> [DATA FOR PROCESSING]:
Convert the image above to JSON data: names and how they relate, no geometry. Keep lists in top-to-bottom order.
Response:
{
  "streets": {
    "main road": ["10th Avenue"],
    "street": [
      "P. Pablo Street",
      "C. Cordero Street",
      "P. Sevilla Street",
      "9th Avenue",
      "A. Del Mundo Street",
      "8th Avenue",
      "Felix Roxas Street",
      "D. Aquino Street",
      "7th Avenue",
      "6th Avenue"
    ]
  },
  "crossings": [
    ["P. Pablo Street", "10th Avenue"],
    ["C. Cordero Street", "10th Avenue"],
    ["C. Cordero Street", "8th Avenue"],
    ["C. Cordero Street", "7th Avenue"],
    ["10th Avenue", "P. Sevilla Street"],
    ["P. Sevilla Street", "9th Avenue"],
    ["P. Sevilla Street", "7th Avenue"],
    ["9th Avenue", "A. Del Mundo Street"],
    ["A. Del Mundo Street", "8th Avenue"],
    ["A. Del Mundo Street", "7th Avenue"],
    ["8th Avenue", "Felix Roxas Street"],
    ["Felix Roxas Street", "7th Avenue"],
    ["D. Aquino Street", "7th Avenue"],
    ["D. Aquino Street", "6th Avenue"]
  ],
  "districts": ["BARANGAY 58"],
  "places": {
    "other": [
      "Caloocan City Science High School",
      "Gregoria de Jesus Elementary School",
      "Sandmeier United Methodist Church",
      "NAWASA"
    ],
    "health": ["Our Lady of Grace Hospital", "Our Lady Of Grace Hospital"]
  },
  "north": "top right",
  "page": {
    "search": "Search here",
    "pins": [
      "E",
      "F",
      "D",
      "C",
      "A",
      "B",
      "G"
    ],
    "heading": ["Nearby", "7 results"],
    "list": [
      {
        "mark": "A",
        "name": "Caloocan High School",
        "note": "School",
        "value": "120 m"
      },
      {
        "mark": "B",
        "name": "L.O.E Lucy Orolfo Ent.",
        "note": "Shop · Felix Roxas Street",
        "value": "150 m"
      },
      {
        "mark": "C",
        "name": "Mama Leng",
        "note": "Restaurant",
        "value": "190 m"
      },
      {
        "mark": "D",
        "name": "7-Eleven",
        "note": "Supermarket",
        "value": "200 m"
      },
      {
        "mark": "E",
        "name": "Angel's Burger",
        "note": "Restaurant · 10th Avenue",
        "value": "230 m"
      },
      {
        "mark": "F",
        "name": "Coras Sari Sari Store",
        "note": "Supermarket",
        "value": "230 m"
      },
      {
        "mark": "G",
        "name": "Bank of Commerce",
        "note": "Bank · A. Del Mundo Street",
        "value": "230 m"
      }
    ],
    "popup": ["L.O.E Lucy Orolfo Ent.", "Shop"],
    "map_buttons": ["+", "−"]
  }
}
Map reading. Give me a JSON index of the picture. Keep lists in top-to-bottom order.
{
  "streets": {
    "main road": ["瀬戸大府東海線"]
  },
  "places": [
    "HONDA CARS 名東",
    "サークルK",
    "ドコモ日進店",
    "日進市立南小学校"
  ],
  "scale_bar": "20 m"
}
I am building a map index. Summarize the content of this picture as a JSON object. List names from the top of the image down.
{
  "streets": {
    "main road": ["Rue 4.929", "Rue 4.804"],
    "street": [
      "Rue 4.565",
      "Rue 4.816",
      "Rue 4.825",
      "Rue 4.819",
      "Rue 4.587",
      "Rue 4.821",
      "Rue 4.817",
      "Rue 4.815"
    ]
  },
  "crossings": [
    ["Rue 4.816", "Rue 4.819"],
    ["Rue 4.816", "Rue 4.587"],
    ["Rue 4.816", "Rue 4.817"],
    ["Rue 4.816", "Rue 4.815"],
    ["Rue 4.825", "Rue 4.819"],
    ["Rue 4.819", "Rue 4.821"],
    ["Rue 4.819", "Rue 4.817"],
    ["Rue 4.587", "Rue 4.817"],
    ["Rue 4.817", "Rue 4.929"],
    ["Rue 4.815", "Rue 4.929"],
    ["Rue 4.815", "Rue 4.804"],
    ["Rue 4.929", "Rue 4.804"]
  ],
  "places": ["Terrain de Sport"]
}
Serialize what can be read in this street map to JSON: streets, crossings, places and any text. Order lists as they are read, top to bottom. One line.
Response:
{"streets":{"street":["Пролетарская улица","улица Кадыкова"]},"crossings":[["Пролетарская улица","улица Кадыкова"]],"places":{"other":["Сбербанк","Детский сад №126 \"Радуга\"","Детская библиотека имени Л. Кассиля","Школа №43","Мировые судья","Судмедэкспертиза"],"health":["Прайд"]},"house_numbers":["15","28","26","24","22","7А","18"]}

> [YOUR GOAL]:
When a line in the records above contains the word "Cordero", copy it.

> [SOLUTION TO THE EXERCISE]:
      "C. Cordero Street",
    ["C. Cordero Street", "10th Avenue"],
    ["C. Cordero Street", "8th Avenue"],
    ["C. Cordero Street", "7th Avenue"],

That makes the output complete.